--- WORK TO COMPLETE ---
Go through the entries below. Copy out every line that contains "rule".

--- DATA ---
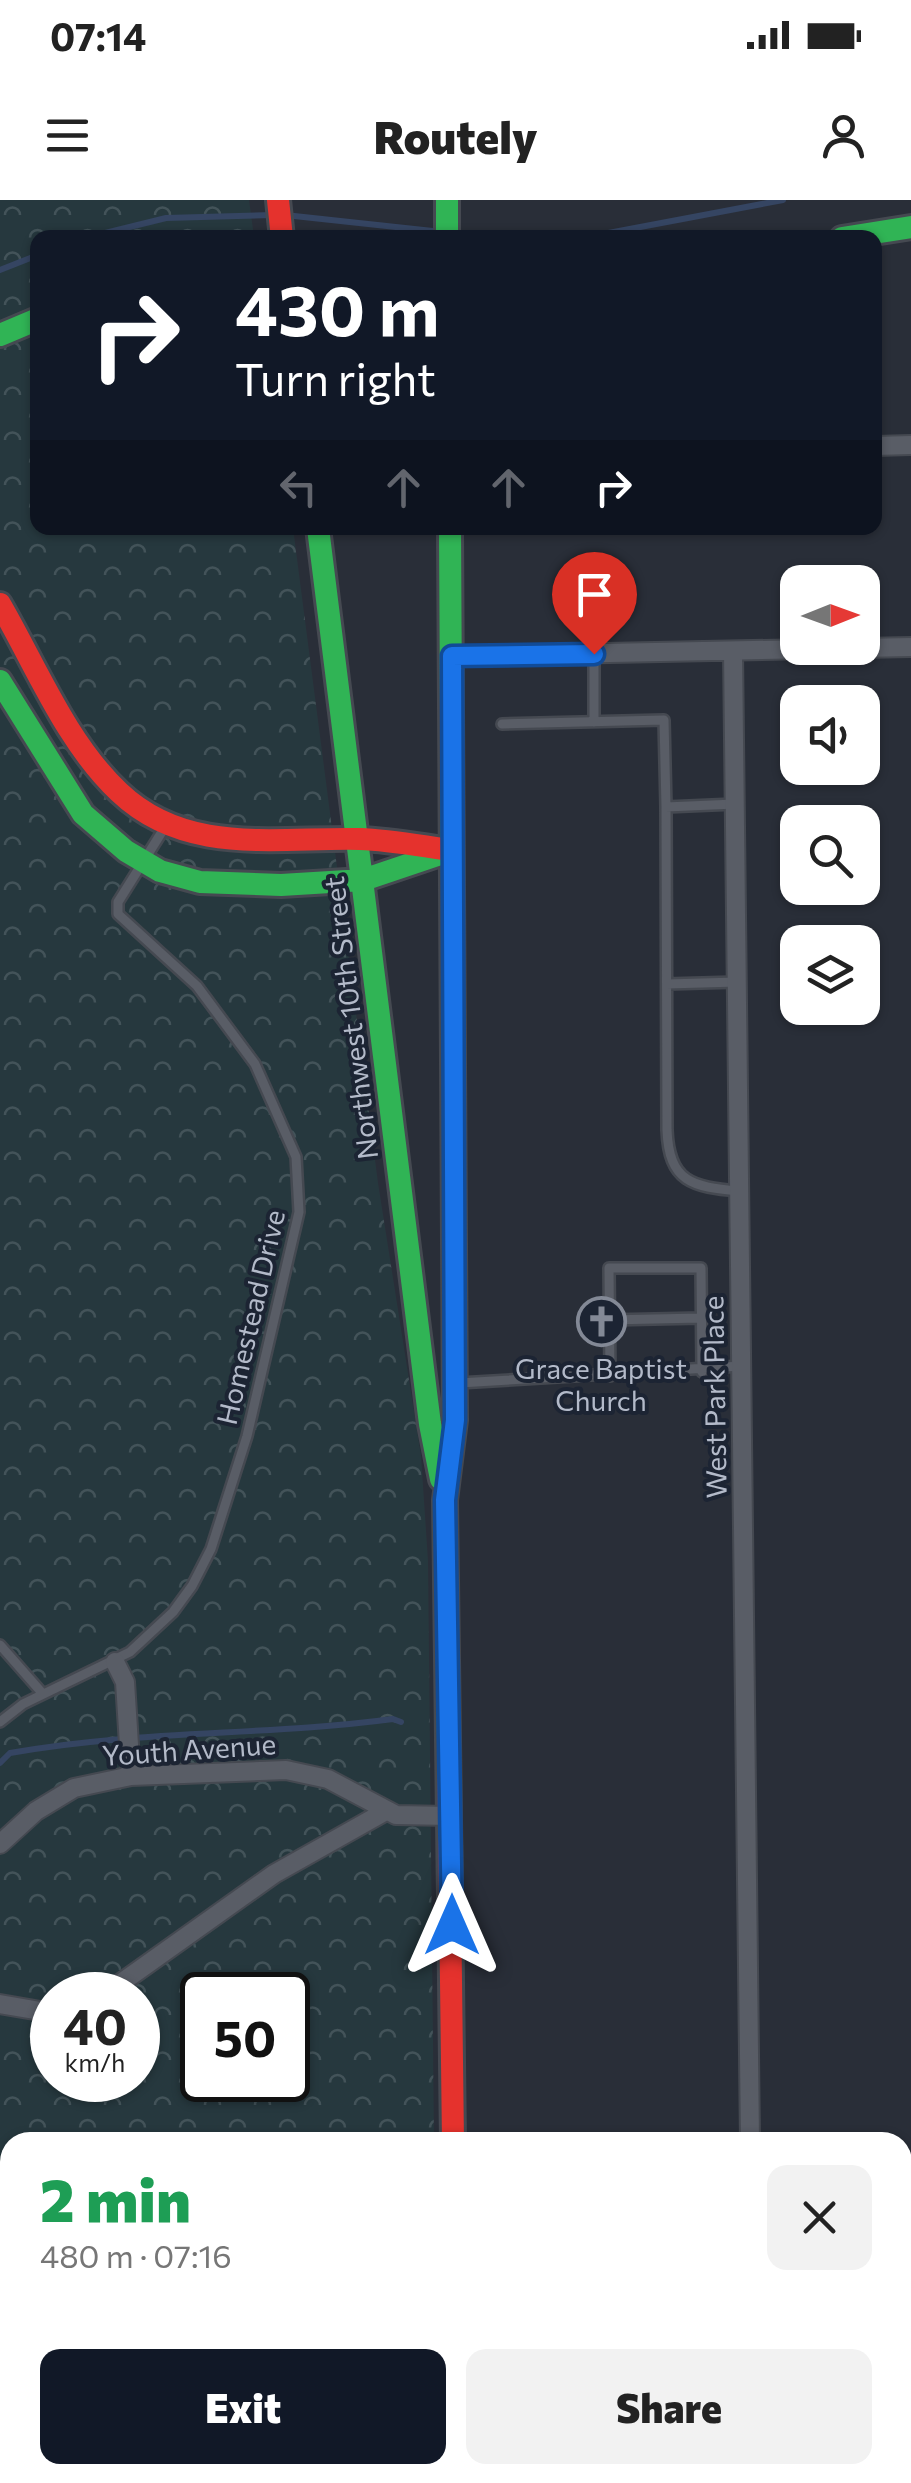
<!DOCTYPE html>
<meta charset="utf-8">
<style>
:root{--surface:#fff;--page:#f2f2f2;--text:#222;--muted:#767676;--accent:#111827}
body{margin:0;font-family:Commissioner,sans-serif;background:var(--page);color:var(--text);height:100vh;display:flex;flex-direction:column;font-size:38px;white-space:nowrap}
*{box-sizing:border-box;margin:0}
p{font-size:32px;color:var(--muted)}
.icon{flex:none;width:55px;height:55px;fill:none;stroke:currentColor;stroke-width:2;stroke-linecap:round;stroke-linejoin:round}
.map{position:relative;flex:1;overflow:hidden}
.drawer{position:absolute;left:0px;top:1932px;width:912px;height:352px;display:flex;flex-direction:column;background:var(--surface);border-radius:30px 30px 0 0;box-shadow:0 2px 8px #0004}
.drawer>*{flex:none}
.hud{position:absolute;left:30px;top:30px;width:852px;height:305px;border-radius:20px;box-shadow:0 2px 8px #0004;background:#111827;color:#fff;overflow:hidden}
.needle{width:65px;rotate:89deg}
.buttons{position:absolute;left:780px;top:365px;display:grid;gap:20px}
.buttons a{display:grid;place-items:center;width:100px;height:100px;border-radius:20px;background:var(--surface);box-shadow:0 2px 8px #0004;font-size:50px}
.speed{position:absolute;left:30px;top:1772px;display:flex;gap:20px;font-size:50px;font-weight:700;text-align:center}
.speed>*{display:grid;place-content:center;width:130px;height:130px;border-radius:50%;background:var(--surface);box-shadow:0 2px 8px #0004;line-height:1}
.speed small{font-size:25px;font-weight:400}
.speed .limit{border:5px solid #111;border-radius:15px;background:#fff;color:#111}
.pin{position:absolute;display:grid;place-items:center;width:85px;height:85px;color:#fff;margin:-102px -42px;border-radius:50% 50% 50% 0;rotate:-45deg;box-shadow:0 0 10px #0007}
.pin .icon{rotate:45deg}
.me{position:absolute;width:110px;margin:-55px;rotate:0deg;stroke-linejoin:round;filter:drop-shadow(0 0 8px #0008)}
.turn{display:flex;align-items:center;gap:35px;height:210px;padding:0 40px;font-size:45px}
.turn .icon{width:130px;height:130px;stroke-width:2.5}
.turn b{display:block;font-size:70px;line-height:85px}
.lanes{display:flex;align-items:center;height:95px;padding:0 40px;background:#0003;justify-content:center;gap:50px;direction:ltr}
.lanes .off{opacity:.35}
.round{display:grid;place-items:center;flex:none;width:105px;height:105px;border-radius:20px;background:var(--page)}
.summary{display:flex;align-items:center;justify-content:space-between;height:170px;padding:0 40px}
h1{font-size:60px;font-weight:800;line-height:75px;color:#1e9e55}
.action{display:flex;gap:20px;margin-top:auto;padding:20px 40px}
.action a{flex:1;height:115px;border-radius:20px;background:var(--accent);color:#fff;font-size:40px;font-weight:800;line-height:115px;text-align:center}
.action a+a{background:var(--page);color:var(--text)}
.status{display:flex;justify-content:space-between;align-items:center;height:70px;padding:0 50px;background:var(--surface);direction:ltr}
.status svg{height:28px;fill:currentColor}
header{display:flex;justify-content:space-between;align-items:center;height:130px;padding:0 40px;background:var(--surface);font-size:45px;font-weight:800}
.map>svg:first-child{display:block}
</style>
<div class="status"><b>07:14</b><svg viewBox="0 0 49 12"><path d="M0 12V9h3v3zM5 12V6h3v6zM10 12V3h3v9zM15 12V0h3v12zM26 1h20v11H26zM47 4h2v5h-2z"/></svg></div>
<header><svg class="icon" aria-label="menu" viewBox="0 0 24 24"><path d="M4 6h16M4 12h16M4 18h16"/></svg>Routely<svg class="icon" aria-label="person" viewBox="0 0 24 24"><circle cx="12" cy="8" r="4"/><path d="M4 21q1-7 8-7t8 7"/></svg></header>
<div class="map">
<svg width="911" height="2283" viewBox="0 0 911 2283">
<defs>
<pattern id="forest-crowns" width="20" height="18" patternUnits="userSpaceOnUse" patternTransform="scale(2.5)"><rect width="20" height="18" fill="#26383e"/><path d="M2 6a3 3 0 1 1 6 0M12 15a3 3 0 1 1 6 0" fill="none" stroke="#435359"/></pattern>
</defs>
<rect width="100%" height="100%" fill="#292e38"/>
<path fill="url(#forest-crowns)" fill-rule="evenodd" d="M 0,0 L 249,0 L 254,37 L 38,38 L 38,328 L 293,328 L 378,983 L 421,1256 L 428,1361 L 434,1942 L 10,1942 L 10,2275 L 437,2275 L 437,2283 L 0,2283 ZM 52,1795 L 138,1795 L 138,1880 L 52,1880 ZM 202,1795 L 288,1795 L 288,1880 L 202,1880 Z"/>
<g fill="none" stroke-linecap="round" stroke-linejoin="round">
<path stroke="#354562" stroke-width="6" d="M 285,15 L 442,32
M 454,33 L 508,38
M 85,38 L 166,18 L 273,15
M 582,38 L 783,0
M 0,70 L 38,55
M 0,1563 L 10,1553 C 137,1530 265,1536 393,1519 L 401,1522"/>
<defs>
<path id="lane" d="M 594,522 L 594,455
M 502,524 L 664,520 L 666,607
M 735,604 L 666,607 L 667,930 C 669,982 692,987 739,991
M 667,784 L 737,782
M 609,1120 L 700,1118
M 610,1176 L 609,1068 L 701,1068 L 702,1172
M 459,1183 L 741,1166
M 0,1445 L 43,1494
M 0,1522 L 23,1504 L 130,1452 L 173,1412 L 192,1386 L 211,1349 L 247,1236 L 299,1012 L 296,957 L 255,864 L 197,786 L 118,714 L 118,702 L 165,627
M 582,2275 L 582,2283
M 707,2275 L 709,2283"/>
<path id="street" d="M 875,246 L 911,245
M 733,451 L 750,1942
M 451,456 L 911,447
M 115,1462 L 125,1482 L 131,1576
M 0,1644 L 36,1611 L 74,1588 L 131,1576 L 286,1570 L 328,1579 L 396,1615 L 451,1616
M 104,1795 L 274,1674 L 386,1611
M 0,1804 L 52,1813
M 902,2192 L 911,2192
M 754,2275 L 754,2283"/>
<path id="fast" d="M 447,0 L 447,38
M 842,38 L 911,27
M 0,135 L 38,119
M 318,328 L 430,1224 L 441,1279
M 0,481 L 83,614 L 126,651 L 160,671 L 200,682 L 281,685 L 363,680 L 446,652
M 448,1539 L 445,1300 L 455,1220 L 450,328
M 455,2275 L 456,2283"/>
<path id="jam" d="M 278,0 L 282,38
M 0,404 C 36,466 66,542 119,592 C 186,656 276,637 360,639 C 390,640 421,646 451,650
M 448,1539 L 453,1942"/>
</defs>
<use href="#lane" stroke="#454951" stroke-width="14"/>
<use href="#street" stroke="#454951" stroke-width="22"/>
<use href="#fast" stroke="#454951" stroke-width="28"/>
<use href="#jam" stroke="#454951" stroke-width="28"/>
<use href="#lane" stroke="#595d66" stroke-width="9"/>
<use href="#street" stroke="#595d66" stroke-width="18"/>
<use href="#fast" stroke="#30b455" stroke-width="22"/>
<use href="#jam" stroke="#e5322d" stroke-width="22"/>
</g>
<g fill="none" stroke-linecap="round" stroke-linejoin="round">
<defs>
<path id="route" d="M 452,1725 L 445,1300 L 455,1220 L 452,456 L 594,454"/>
</defs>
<use href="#route" stroke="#114b97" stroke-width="25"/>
<use href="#route" stroke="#1a73e8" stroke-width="18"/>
</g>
<defs>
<symbol id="church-ring" viewBox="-11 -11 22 22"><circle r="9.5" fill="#1c2433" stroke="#838996" stroke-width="1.5"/><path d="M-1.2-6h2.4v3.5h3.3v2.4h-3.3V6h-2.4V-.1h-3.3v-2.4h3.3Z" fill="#838996"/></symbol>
</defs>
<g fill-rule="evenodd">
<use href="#church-ring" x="574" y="1094" width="55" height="55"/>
</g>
<g text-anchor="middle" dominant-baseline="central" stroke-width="8" stroke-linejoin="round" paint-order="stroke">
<g font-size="28" fill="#b3bac9" stroke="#1c2433">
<text transform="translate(350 818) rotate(-97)">Northwest 10th Street</text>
<text transform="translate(250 1117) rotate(-77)">Homestead Drive</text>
<text transform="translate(714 1197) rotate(-91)">West Park Place</text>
<text transform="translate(189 1549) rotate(-4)">Youth Avenue</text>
</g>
<g font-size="28" fill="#b3bac9" stroke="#1c2433">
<text x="601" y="1168">Grace Baptist<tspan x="601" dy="32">Church</tspan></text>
</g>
</g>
</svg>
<div class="buttons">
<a><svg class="needle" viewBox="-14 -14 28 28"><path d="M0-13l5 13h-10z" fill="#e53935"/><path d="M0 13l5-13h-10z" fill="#767676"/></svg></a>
<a><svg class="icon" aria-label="sound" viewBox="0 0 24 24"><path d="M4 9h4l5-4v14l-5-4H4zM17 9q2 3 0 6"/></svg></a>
<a><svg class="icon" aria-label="search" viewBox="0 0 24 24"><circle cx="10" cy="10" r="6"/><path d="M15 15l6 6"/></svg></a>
<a><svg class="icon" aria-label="layers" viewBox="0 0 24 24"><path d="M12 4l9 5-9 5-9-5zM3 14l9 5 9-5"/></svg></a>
</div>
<div class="speed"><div>40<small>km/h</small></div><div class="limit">50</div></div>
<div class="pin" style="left:594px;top:454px;background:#d93025"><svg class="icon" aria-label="arrive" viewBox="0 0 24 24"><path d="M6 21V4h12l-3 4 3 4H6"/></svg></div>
<svg class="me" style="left:452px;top:1725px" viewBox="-20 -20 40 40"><path d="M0-17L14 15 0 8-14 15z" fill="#1a73e8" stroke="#fff" stroke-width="4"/></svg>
<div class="hud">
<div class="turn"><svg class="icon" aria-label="right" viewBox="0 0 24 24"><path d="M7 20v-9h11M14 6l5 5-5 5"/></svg><div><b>430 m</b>Turn right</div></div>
<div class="lanes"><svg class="icon off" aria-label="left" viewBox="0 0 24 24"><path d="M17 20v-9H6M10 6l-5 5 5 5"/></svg><svg class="icon off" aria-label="ahead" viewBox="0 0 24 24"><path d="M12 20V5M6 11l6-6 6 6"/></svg><svg class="icon off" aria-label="ahead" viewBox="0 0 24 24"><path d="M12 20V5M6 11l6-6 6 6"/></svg><svg class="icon" aria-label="right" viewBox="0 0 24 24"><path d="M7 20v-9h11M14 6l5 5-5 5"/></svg></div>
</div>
<section class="drawer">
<div class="summary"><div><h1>2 min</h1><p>480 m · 07:16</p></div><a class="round"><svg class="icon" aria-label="close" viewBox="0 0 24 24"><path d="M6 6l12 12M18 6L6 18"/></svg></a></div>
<div class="action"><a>Exit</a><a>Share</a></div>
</section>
</div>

--- EXERCISE ANSWER ---
<path fill="url(#forest-crowns)" fill-rule="evenodd" d="M 0,0 L 249,0 L 254,37 L 38,38 L 38,328 L 293,328 L 378,983 L 421,1256 L 428,1361 L 434,1942 L 10,1942 L 10,2275 L 437,2275 L 437,2283 L 0,2283 ZM 52,1795 L 138,1795 L 138,1880 L 52,1880 ZM 202,1795 L 288,1795 L 288,1880 L 202,1880 Z"/>
<g fill-rule="evenodd">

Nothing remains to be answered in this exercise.